The Republican-led Michigan legislature approved a pair of right-to-work bills, sending them on for the governor’s expected signature, as thousands of union activists continued protesting outside the state capitol.

Two votes in the state House approved bills to allow workers in unionized workplaces in the public and private sector to opt out of paying union dues if they wish. The Senate approved both measures last week.

Michigan’s GOP Gov. Rick Snyder will now have the opportunity to make good on a recent pledge to sign legislation that would allow most workers to opt out of paying union dues. He says he will sign them into law as early as Wednesday.

The Michigan House of Representatives approved Senate Bill 116, which covers private unions before 2 p.m. Tuesday. The final vote was 58-52. An earlier approval for public workers came on Tuesday morning amid thousands of protesters amassing in front of the state capitol. Republicans in Lansing appeared to learn lessons from previous fights over the rights of unionized workers. The measure carves out an exception for police and firefighters, key groups that had opposed the elimination of collective-bargaining rights in Ohio when they were targeted.

The law also comes with a spending provision, a political safeguard because bills containing appropriations in Michigan can’t be as easily repealed through referendum.

Now, Michigan union leaders and their Democratic Party allies, their ranks diminished by years of job cuts in the auto industry, are scrambling to counter the threats to their membership, finances and political power. The clash over union rights in Michigan is also drawing the attention of national labor leaders. Teamsters President James Hoffa was in Lansing on Monday to rally with union supporters.

Democrats told Gov. Snyder as recently as Monday that the legislation could set back the state’s progress in efforts to rebuild after the economic pummeling suffered during the recession. Leaders of organized labor contend that it was union concessions that helped revive the Big Three auto makers during the recession.

But the GOP—which took control of the governorship, state legislature and supreme court two years ago—maintains that it was its leadership to cut taxes that turned the state’s $1.5 billion debt into a $457 million surplus to reinvigorate Michigan’s economy.

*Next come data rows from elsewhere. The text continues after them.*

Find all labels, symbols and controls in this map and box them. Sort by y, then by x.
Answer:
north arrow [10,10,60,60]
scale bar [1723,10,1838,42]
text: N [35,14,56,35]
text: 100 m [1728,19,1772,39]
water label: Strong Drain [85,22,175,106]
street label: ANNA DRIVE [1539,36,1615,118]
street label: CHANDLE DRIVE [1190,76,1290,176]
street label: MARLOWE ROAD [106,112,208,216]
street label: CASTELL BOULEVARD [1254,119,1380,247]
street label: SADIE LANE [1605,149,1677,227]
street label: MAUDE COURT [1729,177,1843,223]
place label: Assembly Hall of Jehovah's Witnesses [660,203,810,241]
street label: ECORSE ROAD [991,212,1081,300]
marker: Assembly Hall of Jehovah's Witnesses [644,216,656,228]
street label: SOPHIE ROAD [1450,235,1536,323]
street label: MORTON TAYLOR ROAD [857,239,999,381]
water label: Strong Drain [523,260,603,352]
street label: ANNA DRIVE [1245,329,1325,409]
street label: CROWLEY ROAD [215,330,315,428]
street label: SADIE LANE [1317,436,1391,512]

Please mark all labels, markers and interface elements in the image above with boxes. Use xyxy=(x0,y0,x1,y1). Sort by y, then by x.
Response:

Passing a right-to-work law in Michigan comes as a deep blow to unions, especially in a state the United Auto Workers union calls home. They see right-to-work as political payback for unions’ traditional support for Democrats.

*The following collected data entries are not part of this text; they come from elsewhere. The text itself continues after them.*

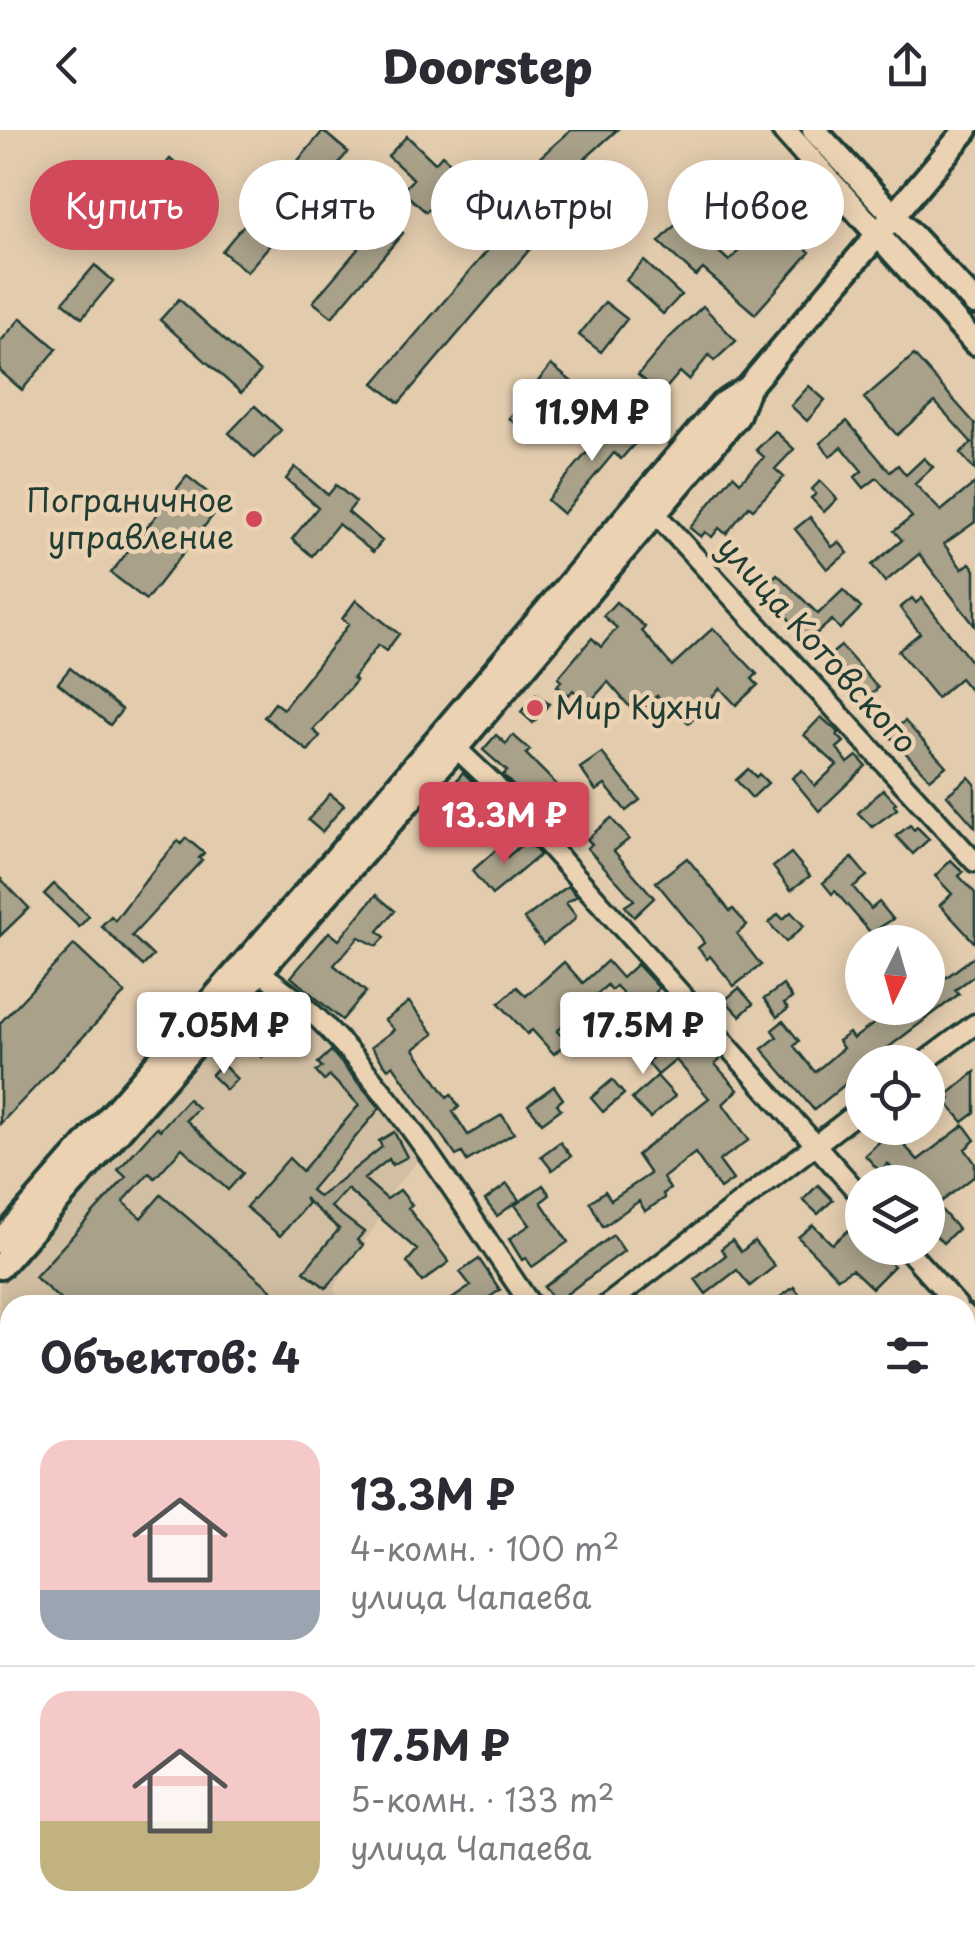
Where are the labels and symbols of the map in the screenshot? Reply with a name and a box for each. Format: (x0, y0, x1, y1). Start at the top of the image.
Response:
pin: 11.9M ₽ (500, 379, 684, 464)
place label: Пограничное управление (26, 475, 234, 560)
marker: Пограничное управление (243, 508, 265, 530)
street label: улица Котовского (707, 524, 930, 764)
place label: Мир Кухни (555, 682, 722, 730)
marker: Мир Кухни (524, 697, 546, 719)
pin: 13.3M ₽ (412, 782, 596, 867)
north arrow (845, 925, 945, 1025)
pin: 7.05M ₽ (132, 992, 316, 1077)
pin: 17.5M ₽ (551, 992, 735, 1077)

“These so-called right-to-work laws, they don’t have to do with economics; they have everything to do with politics,” President Barack Obama said in remarks at a union-represented auto plant outside Detroit on Monday. “What they’re really talking about is giving you the right to work for less money.”

Gov. Snyder for most of the two years since his election had sought to avoid a confrontation with the United Auto Workers and other big unions in this historically union-friendly state. Preaching a mantra of “relentless positive action,” the venture capitalist-turned-politician had said until last month that proposals to weaken union power weren’t on his agenda.

Gov. Snyder’s public support for right-to-work measures, announced the same day that Republicans in the legislature launched a one-day drive toward initial passage of the right-to-work bills, blind-sided UAW President Bob King and other union leaders. The governor’s support has also dramatized the shifts in the political landscape not just in this state, but also across the industrial Midwest.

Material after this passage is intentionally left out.